- [THE PROBLEM] Up to and including the line with "position:absolute; left:21px; top:1229px;", please reproduce the lines below exactly, beginning with the first.

EXTRACTED INFORMATION below:

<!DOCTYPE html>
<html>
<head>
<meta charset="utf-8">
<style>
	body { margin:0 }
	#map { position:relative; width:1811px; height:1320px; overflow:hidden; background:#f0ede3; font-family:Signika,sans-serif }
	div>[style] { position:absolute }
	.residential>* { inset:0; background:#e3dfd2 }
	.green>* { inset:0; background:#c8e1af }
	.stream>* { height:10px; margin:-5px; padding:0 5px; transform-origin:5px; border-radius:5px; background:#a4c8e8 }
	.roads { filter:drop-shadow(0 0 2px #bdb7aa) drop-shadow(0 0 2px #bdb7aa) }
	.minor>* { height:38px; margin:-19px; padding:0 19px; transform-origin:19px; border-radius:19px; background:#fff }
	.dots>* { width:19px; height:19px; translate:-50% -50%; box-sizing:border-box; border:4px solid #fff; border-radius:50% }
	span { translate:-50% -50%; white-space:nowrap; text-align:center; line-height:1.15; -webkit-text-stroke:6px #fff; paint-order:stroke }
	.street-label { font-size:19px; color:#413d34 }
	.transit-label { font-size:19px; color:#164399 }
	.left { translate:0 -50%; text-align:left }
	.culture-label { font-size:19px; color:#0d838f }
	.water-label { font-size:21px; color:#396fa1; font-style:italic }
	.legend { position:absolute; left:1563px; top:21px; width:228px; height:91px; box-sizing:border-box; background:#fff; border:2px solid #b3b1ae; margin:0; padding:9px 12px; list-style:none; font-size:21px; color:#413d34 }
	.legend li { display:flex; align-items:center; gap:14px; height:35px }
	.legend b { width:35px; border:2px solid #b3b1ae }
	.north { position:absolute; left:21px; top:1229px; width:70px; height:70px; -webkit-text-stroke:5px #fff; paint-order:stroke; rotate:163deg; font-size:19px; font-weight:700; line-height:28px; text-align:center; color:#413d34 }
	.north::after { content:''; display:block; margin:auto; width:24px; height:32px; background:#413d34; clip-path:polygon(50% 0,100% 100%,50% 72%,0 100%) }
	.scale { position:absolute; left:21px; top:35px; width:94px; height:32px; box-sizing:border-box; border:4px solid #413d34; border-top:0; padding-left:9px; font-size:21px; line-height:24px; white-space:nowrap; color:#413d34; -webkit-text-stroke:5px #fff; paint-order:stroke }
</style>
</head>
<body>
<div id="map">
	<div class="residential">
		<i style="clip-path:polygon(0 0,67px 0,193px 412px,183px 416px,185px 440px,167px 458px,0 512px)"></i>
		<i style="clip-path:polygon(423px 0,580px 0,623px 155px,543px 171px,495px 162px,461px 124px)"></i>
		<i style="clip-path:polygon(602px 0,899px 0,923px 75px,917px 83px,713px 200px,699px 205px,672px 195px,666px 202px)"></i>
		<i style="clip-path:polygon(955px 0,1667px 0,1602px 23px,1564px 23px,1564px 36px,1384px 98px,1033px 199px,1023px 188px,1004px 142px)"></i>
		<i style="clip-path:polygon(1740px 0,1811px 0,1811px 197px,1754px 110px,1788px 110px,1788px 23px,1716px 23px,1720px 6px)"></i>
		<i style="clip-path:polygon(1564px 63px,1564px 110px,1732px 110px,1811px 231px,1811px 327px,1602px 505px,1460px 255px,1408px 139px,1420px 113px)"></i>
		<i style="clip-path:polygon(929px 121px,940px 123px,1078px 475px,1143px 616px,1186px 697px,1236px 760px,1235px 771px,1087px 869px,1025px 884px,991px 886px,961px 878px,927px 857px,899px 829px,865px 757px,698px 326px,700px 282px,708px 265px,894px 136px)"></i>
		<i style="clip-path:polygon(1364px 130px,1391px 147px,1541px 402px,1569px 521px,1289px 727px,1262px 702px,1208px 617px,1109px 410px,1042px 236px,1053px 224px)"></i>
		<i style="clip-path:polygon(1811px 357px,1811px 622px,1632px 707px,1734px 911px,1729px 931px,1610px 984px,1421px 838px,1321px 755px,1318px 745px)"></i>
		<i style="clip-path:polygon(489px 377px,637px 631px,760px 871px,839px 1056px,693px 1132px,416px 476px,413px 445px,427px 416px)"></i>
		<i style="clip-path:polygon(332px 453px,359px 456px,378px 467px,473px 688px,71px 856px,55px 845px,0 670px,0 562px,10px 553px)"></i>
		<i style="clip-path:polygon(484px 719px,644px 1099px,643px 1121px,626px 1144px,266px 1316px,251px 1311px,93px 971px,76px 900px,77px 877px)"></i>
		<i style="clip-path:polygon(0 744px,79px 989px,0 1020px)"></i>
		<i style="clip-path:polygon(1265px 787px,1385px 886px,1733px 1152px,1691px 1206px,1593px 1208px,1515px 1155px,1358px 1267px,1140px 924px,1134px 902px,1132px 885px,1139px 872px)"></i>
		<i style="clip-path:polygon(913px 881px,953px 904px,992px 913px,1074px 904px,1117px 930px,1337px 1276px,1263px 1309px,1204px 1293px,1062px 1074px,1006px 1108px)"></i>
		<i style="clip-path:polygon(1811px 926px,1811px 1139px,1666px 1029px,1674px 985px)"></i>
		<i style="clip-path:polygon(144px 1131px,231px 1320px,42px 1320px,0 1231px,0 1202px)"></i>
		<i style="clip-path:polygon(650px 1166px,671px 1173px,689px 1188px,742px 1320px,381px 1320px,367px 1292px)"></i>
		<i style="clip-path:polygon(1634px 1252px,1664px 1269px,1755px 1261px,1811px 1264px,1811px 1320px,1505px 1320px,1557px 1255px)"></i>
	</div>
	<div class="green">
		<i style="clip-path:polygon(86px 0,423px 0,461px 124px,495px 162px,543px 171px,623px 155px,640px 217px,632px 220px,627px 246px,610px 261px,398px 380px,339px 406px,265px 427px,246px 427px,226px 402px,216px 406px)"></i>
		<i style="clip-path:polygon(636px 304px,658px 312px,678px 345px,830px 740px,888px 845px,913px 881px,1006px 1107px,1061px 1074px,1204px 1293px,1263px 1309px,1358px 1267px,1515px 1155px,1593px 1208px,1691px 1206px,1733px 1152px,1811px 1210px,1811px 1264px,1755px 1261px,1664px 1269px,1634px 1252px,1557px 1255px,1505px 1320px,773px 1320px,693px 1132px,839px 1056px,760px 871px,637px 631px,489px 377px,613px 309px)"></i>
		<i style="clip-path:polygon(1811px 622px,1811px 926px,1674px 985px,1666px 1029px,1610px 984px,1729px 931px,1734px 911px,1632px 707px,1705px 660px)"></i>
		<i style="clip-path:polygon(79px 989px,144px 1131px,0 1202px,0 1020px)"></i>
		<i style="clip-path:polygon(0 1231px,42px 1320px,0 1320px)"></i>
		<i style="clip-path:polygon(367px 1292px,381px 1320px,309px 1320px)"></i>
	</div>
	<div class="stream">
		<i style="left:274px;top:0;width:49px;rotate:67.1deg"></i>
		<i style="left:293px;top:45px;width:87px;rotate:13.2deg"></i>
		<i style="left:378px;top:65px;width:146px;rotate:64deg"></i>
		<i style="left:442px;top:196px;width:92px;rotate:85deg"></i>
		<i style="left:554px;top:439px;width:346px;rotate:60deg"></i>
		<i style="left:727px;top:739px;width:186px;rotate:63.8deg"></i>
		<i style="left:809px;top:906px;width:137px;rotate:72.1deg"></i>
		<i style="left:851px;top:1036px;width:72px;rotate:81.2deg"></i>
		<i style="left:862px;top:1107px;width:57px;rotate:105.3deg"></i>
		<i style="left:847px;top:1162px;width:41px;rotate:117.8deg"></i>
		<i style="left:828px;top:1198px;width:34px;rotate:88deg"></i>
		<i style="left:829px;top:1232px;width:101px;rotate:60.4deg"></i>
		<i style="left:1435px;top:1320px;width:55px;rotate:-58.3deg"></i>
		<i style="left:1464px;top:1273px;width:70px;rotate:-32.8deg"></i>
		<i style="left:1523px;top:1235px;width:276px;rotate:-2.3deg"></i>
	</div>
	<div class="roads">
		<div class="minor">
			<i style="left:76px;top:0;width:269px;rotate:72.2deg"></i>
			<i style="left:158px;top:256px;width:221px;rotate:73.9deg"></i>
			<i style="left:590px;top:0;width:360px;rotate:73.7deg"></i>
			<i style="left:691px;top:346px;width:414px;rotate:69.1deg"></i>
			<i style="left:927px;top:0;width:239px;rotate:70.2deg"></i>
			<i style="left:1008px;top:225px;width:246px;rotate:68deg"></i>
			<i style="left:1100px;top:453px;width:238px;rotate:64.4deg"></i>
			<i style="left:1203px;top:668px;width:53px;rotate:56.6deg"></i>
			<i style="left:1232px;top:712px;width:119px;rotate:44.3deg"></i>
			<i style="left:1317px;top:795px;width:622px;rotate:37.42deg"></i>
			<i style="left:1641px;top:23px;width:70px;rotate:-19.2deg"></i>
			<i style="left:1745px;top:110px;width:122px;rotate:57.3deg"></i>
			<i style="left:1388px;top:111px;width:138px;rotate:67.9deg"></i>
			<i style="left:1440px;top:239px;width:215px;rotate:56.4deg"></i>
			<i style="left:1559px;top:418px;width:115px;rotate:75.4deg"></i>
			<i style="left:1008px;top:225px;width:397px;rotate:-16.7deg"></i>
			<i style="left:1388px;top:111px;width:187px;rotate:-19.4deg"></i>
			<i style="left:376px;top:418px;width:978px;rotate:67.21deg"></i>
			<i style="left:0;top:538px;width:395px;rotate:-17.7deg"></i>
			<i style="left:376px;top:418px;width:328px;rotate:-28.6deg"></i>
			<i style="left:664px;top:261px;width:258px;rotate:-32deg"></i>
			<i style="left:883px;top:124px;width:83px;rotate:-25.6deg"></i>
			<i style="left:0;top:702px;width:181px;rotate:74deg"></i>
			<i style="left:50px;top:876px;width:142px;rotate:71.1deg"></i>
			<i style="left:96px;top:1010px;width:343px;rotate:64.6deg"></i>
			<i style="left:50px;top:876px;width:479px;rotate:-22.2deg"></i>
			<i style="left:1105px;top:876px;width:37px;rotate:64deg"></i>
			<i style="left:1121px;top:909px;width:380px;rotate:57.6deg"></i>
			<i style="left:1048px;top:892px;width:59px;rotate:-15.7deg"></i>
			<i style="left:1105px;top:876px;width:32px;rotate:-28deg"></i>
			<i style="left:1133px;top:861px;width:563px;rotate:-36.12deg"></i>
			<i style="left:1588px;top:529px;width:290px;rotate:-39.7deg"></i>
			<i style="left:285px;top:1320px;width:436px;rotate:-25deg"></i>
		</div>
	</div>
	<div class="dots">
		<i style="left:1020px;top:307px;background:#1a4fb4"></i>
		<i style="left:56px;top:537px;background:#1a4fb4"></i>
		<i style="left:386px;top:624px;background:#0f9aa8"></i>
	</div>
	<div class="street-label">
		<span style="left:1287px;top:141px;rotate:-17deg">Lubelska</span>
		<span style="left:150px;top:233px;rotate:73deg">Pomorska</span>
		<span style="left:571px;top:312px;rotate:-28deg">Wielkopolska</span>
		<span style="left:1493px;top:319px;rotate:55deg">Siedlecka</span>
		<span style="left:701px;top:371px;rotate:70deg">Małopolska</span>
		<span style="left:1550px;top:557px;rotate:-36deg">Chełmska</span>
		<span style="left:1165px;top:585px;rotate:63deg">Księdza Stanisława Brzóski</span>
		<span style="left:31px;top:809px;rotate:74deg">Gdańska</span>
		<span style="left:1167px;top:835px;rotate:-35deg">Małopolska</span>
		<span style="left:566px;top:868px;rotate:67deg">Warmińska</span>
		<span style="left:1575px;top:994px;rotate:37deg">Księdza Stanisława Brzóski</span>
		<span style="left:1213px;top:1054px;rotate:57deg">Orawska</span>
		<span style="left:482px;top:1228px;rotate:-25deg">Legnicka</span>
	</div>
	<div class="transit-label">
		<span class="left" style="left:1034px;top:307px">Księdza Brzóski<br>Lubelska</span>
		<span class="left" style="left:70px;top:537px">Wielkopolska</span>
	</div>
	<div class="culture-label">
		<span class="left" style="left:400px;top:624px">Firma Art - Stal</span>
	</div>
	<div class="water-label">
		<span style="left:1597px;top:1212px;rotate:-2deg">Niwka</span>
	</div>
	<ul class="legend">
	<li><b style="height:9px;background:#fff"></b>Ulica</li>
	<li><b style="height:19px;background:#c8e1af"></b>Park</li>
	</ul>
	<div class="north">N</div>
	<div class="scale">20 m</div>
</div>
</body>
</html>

End of EXTRACTED INFORMATION.

- [RESPONSE BOX]
<!DOCTYPE html>
<html>
<head>
<meta charset="utf-8">
<style>
	body { margin:0 }
	#map { position:relative; width:1811px; height:1320px; overflow:hidden; background:#f0ede3; font-family:Signika,sans-serif }
	div>[style] { position:absolute }
	.residential>* { inset:0; background:#e3dfd2 }
	.green>* { inset:0; background:#c8e1af }
	.stream>* { height:10px; margin:-5px; padding:0 5px; transform-origin:5px; border-radius:5px; background:#a4c8e8 }
	.roads { filter:drop-shadow(0 0 2px #bdb7aa) drop-shadow(0 0 2px #bdb7aa) }
	.minor>* { height:38px; margin:-19px; padding:0 19px; transform-origin:19px; border-radius:19px; background:#fff }
	.dots>* { width:19px; height:19px; translate:-50% -50%; box-sizing:border-box; border:4px solid #fff; border-radius:50% }
	span { translate:-50% -50%; white-space:nowrap; text-align:center; line-height:1.15; -webkit-text-stroke:6px #fff; paint-order:stroke }
	.street-label { font-size:19px; color:#413d34 }
	.transit-label { font-size:19px; color:#164399 }
	.left { translate:0 -50%; text-align:left }
	.culture-label { font-size:19px; color:#0d838f }
	.water-label { font-size:21px; color:#396fa1; font-style:italic }
	.legend { position:absolute; left:1563px; top:21px; width:228px; height:91px; box-sizing:border-box; background:#fff; border:2px solid #b3b1ae; margin:0; padding:9px 12px; list-style:none; font-size:21px; color:#413d34 }
	.legend li { display:flex; align-items:center; gap:14px; height:35px }
	.legend b { width:35px; border:2px solid #b3b1ae }
	.north { position:absolute; left:21px; top:1229px; width:70px; height:70px; -webkit-text-stroke:5px #fff; paint-order:stroke; rotate:163deg; font-size:19px; font-weight:700; line-height:28px; text-align:center; color:#413d34 }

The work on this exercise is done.